● **WORK TO COMPLETE**
From the records below, pull each line that has "stream".

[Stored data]
• • • • •
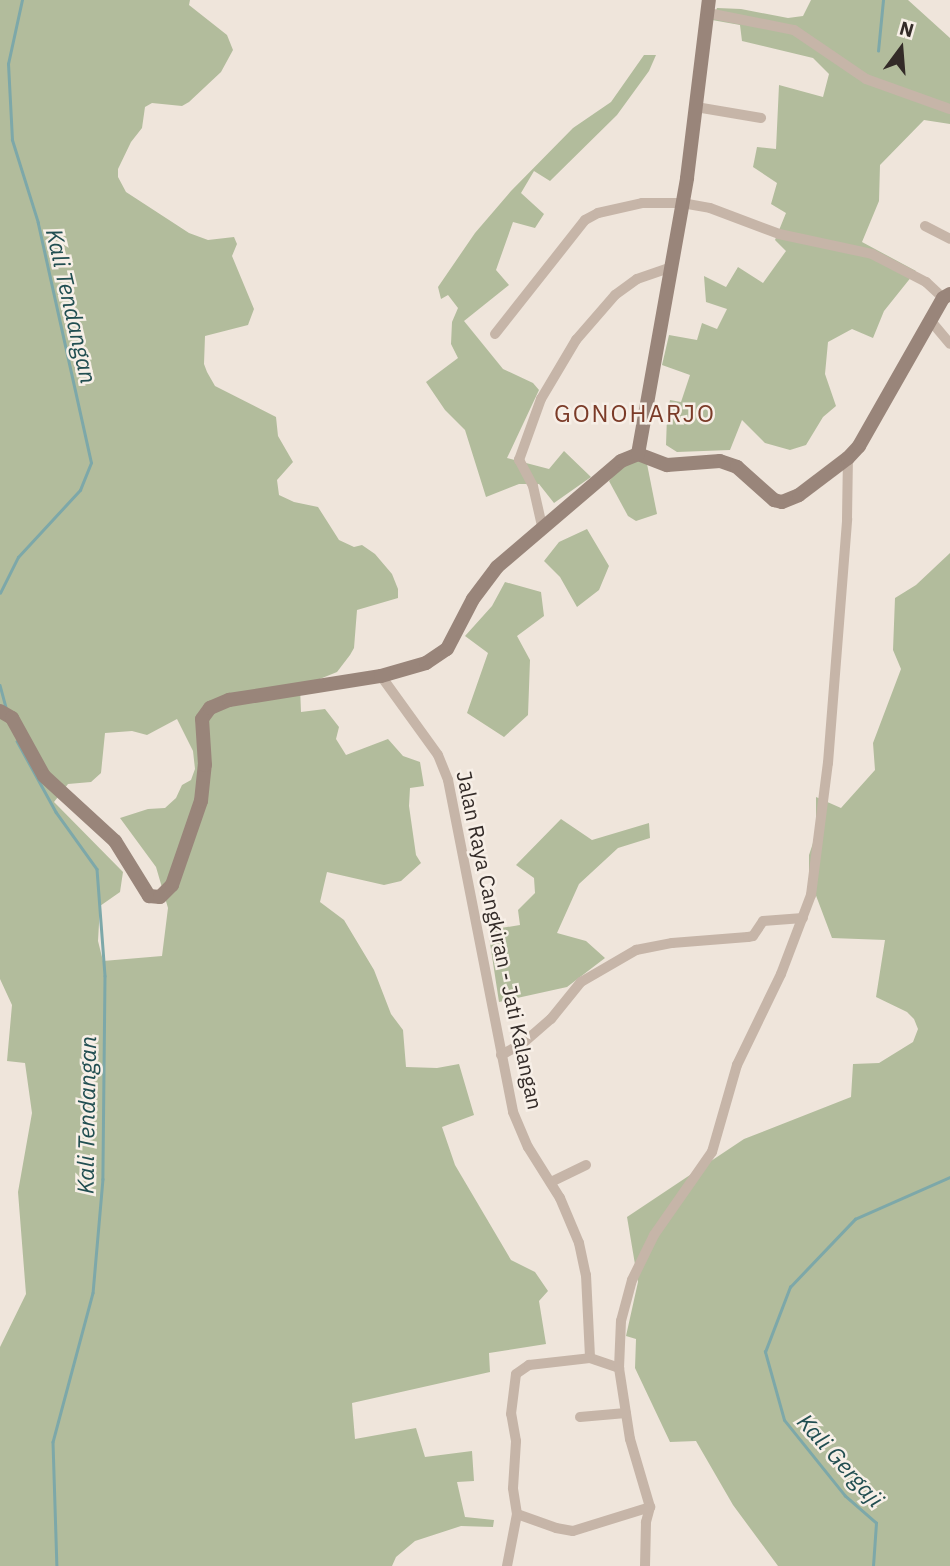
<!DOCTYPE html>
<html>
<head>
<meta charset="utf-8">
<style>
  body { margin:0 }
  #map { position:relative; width:950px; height:1566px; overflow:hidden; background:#efe5db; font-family:"IBM Plex Sans",sans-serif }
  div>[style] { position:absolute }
  .green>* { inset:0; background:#b2bc9c }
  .stream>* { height:2.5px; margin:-1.25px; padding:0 1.25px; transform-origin:1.25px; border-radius:1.25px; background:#7da8a9 }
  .street>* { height:10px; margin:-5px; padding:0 5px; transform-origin:5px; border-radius:5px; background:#c6b5a8 }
  .secondary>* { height:14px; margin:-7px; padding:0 7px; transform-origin:7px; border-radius:7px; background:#99857a }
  span { translate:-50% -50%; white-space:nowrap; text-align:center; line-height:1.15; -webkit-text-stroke:5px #f7efe7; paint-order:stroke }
  .street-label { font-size:21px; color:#332b28 }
  .water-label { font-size:23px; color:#214e51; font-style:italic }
  .quarter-label { font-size:24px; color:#7b3b28; letter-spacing:2px }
  .north { position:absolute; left:866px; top:14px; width:70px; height:70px; -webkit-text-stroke:5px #f7efe7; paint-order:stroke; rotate:16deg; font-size:19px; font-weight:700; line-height:28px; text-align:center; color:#332b28 }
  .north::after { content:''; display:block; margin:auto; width:24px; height:32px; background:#332b28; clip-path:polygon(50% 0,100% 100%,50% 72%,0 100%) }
</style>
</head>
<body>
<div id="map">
  <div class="green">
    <div style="clip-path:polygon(evenodd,0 0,190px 0,189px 5px,227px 35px,233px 50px,221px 72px,189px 102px,182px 106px,152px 103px,145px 107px,142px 128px,131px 142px,118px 169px,118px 177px,126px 192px,189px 233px,208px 240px,234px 237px,237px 244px,232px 256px,254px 309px,248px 325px,205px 336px,204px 364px,207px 372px,215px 386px,276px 417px,278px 436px,293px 462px,277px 480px,279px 495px,294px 502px,318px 507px,339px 540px,354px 547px,362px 545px,375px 554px,392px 574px,398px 589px,398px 598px,357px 610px,354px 648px,350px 655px,337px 672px,300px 687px,301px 712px,325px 709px,339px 727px,336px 739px,346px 755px,388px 739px,403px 756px,420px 762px,424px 786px,410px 788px,409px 806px,416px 855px,421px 863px,401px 881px,384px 885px,327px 872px,320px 902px,344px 920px,374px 970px,391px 1014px,403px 1030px,406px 1067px,437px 1068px,459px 1064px,474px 1115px,442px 1127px,455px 1165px,511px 1260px,535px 1272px,548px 1291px,539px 1301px,546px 1344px,489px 1353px,490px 1372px,352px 1403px,355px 1439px,416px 1428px,425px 1457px,472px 1451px,474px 1481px,457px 1482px,465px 1517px,494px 1520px,493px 1527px,461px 1526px,415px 1541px,396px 1557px,392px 1566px,0 1566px,0 1347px,26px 1294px,18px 1192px,32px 1113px,25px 1063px,7px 1061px,12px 1005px,0 979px,0 0,177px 719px,193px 751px,195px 769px,191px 780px,182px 785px,176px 798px,165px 808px,148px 809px,120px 818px,156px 867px,168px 908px,162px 956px,103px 961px,98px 941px,100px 906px,120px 892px,123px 872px,54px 802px,68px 784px,91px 782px,101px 773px,105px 733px,132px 731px,147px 735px,177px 719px)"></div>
    <div style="clip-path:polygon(811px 0,908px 0,950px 38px,950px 124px,924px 120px,880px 165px,879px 201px,862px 242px,916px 271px,884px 311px,873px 338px,852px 329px,828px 342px,825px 374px,836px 406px,823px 417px,806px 445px,790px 450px,765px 443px,742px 420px,730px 450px,677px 452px,666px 445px,667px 416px,670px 400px,681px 402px,690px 375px,662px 365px,669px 335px,697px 340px,702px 323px,717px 329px,727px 309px,706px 302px,704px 276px,726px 287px,738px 267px,763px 283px,786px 251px,775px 240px,786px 213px,771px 204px,777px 183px,753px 167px,757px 147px,776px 149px,779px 85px,823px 97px,829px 74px,813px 58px,742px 41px,740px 25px,712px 20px,717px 8px,741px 9px,788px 18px,803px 16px)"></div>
    <div style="clip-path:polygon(644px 55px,656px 55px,649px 71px,617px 115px,550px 181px,534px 171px,521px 193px,544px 214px,535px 228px,513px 222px,496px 270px,509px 285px,464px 321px,503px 369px,533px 383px,539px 390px,507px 458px,549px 469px,564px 451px,591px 477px,554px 503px,539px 484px,519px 484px,486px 497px,465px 430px,445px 410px,426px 382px,458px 358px,451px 344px,452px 322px,458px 308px,448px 295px,441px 299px,438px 287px,475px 233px,511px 191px,573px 128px,611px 102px)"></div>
    <div style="clip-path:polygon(635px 460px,647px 464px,657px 514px,636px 521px,628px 516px,609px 481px,621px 467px)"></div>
    <div style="clip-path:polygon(587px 529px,609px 566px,599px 590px,577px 607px,560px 577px,544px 561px,559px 542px)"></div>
    <div style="clip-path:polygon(950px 553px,950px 1566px,778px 1566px,733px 1505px,696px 1441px,670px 1442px,635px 1368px,636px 1339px,626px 1336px,638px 1282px,627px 1217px,744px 1139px,851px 1097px,853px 1064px,879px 1063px,913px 1042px,918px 1029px,914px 1019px,907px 1012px,876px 997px,885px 940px,832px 938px,809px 877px,809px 855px,816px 834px,816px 797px,841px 808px,875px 770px,873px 743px,901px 669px,893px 650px,895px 598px,916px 585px)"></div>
    <div style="clip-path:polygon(505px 582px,541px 592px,544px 616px,517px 636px,530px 660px,528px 715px,504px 737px,467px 713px,488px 653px,465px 636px,492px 606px)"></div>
    <div style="clip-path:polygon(561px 819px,592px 840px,649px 823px,650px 838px,618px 848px,579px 884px,557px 933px,586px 941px,605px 958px,567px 987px,499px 1002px,488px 930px,520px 925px,518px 910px,535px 893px,534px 878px,516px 865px)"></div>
  </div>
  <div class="stream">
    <div style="left:878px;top:51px;width:51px;rotate:-84.4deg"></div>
    <div style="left:0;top:593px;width:40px;rotate:-63.4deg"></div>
    <div style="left:18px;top:557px;width:91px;rotate:-47.2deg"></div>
    <div style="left:80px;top:490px;width:29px;rotate:-68deg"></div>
    <div style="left:91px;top:463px;width:246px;rotate:-102.5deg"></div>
    <div style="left:38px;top:223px;width:87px;rotate:-107.4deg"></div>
    <div style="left:12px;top:140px;width:76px;rotate:-93deg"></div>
    <div style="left:8px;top:64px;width:66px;rotate:-77.7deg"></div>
    <div style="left:0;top:685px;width:24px;rotate:75deg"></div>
    <div style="left:17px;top:741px;width:81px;rotate:61.2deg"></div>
    <div style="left:56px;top:812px;width:70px;rotate:54.3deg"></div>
    <div style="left:97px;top:869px;width:107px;rotate:85.7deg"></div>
    <div style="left:105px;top:976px;width:203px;rotate:90.6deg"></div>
    <div style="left:103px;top:1179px;width:114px;rotate:95deg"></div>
    <div style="left:93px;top:1293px;width:154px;rotate:105deg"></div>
    <div style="left:53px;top:1442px;width:124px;rotate:88.2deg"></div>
    <div style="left:873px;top:1566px;width:43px;rotate:-86deg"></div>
    <div style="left:876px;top:1523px;width:41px;rotate:-138.9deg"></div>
    <div style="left:845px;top:1496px;width:97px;rotate:-128.8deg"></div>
    <div style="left:784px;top:1420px;width:71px;rotate:-105.6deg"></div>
    <div style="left:765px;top:1352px;width:70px;rotate:-69deg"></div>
    <div style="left:790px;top:1287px;width:94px;rotate:-46.3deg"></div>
    <div style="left:855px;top:1219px;width:104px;rotate:-23.9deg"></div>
  </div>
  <div class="street">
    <div style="left:708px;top:13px;width:88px;rotate:11.2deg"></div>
    <div style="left:794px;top:30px;width:87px;rotate:34.2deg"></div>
    <div style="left:866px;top:79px;width:89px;rotate:19.7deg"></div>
    <div style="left:696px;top:107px;width:66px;rotate:9.6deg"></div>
    <div style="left:925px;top:226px;width:28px;rotate:27deg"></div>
    <div style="left:930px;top:320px;width:31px;rotate:50deg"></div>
    <div style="left:495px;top:334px;width:145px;rotate:-51.7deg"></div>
    <div style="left:585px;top:220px;width:15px;rotate:-28deg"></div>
    <div style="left:598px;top:213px;width:45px;rotate:-12.8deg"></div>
    <div style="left:642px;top:203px;width:40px"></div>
    <div style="left:682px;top:203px;width:28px;rotate:10deg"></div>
    <div style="left:710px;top:208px;width:74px;rotate:20.6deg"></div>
    <div style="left:779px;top:234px;width:95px;rotate:12.1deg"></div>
    <div style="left:872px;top:254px;width:61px;rotate:27.4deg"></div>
    <div style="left:926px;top:282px;width:23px;rotate:43deg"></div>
    <div style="left:542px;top:526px;width:41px;rotate:-102.7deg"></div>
    <div style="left:533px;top:486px;width:30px;rotate:-118deg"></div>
    <div style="left:519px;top:460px;width:65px;rotate:-70.2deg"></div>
    <div style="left:541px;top:399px;width:69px;rotate:-59.3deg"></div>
    <div style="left:576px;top:340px;width:60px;rotate:-49.1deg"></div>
    <div style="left:615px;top:295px;width:27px;rotate:-36deg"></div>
    <div style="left:637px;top:279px;width:36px;rotate:-19deg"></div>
    <div style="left:381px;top:676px;width:97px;rotate:54.2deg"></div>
    <div style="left:438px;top:755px;width:27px;rotate:68deg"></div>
    <div style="left:448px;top:780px;width:338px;rotate:78.9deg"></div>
    <div style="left:513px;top:1112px;width:38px;rotate:67deg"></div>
    <div style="left:528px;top:1147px;width:60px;rotate:57.9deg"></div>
    <div style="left:560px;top:1198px;width:49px;rotate:67.1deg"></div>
    <div style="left:579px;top:1243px;width:33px;rotate:78deg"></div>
    <div style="left:586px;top:1275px;width:83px;rotate:87.2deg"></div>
    <div style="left:590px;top:1358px;width:31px;rotate:19deg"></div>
    <div style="left:619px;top:1368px;width:72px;rotate:81.2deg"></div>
    <div style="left:630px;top:1439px;width:71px;rotate:73.6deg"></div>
    <div style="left:650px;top:1507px;width:16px;rotate:105deg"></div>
    <div style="left:646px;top:1522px;width:44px;rotate:91.3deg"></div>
    <div style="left:501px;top:1055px;width:24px;rotate:-28deg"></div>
    <div style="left:522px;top:1044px;width:38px;rotate:-41deg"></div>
    <div style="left:551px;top:1019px;width:48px;rotate:-51deg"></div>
    <div style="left:581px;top:982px;width:64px;rotate:-30.2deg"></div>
    <div style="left:636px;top:950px;width:37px;rotate:-11deg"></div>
    <div style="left:672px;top:943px;width:76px;rotate:-4.5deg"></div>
    <div style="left:748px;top:937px;width:5px;rotate:-11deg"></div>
    <div style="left:753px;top:936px;width:18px;rotate:-56deg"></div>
    <div style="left:763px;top:921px;width:40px;rotate:-4.3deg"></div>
    <div style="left:551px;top:1182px;width:39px;rotate:-26deg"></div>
    <div style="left:619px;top:1368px;width:47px;rotate:-87.6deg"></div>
    <div style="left:621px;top:1321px;width:42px;rotate:-75deg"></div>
    <div style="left:632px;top:1280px;width:50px;rotate:-63.9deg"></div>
    <div style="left:654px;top:1235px;width:101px;rotate:-55.1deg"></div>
    <div style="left:712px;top:1152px;width:91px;rotate:-74deg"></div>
    <div style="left:737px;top:1065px;width:101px;rotate:-64.2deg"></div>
    <div style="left:781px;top:974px;width:85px;rotate:-69.2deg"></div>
    <div style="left:811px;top:895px;width:133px;rotate:-82.7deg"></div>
    <div style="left:828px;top:763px;width:245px;rotate:-85.5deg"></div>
    <div style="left:847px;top:519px;width:61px;rotate:-89.1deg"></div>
    <div style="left:580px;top:1417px;width:46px;rotate:-5deg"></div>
    <div style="left:517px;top:1514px;width:41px;rotate:19.7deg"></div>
    <div style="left:556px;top:1528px;width:17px;rotate:10deg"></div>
    <div style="left:573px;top:1531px;width:81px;rotate:-17.3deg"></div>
    <div style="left:507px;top:1566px;width:53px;rotate:-79.1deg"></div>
    <div style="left:517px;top:1514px;width:26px;rotate:-99deg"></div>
    <div style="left:513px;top:1488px;width:47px;rotate:-86.3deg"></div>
    <div style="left:516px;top:1441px;width:27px;rotate:-100deg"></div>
    <div style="left:511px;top:1414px;width:40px;rotate:-82.9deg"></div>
    <div style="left:516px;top:1374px;width:16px;rotate:-35deg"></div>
    <div style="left:529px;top:1365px;width:61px;rotate:-6.5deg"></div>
  </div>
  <div class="secondary">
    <div style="left:638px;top:454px;width:31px;rotate:21deg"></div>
    <div style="left:667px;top:465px;width:53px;rotate:-4.3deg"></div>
    <div style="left:720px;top:461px;width:18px;rotate:19deg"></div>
    <div style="left:737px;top:467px;width:50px;rotate:41.7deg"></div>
    <div style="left:774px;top:500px;width:8px;rotate:14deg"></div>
    <div style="left:782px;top:502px;width:18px;rotate:-22deg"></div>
    <div style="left:799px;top:495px;width:61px;rotate:-37.1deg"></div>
    <div style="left:848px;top:458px;width:16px;rotate:-47deg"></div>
    <div style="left:859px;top:446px;width:170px;rotate:-60.4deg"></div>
    <div style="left:943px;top:298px;width:8px;rotate:-30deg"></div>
    <div style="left:0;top:711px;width:14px;rotate:30deg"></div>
    <div style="left:12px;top:718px;width:66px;rotate:61.1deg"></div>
    <div style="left:44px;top:776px;width:96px;rotate:42.5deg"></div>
    <div style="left:115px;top:841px;width:65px;rotate:58.3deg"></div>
    <div style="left:149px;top:896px;width:11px;rotate:5deg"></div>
    <div style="left:160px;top:897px;width:17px;rotate:-45deg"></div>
    <div style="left:172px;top:885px;width:89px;rotate:-71deg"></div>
    <div style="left:201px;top:801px;width:36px;rotate:-84deg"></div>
    <div style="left:205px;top:765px;width:46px;rotate:-93.7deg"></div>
    <div style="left:202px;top:719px;width:14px;rotate:-54deg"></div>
    <div style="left:210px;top:708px;width:21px;rotate:-23deg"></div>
    <div style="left:229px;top:700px;width:154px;rotate:-9deg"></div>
    <div style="left:381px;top:676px;width:47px;rotate:-16.1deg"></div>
    <div style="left:426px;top:663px;width:25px;rotate:-34deg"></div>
    <div style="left:447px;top:649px;width:56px;rotate:-62.5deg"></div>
    <div style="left:473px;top:599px;width:40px;rotate:-53deg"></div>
    <div style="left:497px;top:567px;width:163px;rotate:-40.5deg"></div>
    <div style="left:621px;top:461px;width:18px;rotate:-22deg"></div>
    <div style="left:638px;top:454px;width:280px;rotate:-79.9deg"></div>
    <div style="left:687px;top:178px;width:179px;rotate:-83deg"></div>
  </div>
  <div class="street-label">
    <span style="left:500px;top:940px;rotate:78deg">Jalan Raya Cangkiran - Jati Kalangan</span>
  </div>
  <div class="water-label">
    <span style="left:72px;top:306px;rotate:77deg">Kali Tendangan</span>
    <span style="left:86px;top:1115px;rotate:-89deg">Kali Tendangan</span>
    <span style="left:841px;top:1460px;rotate:48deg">Kali Gergaji</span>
  </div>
  <div class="quarter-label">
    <span style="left:635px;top:414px">GONOHARJO</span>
  </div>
  <div class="north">N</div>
</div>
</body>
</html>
• • • • •
● **TASK SOLUTION**
  .stream>* { height:2.5px; margin:-1.25px; padding:0 1.25px; transform-origin:1.25px; border-radius:1.25px; background:#7da8a9 }
  <div class="stream">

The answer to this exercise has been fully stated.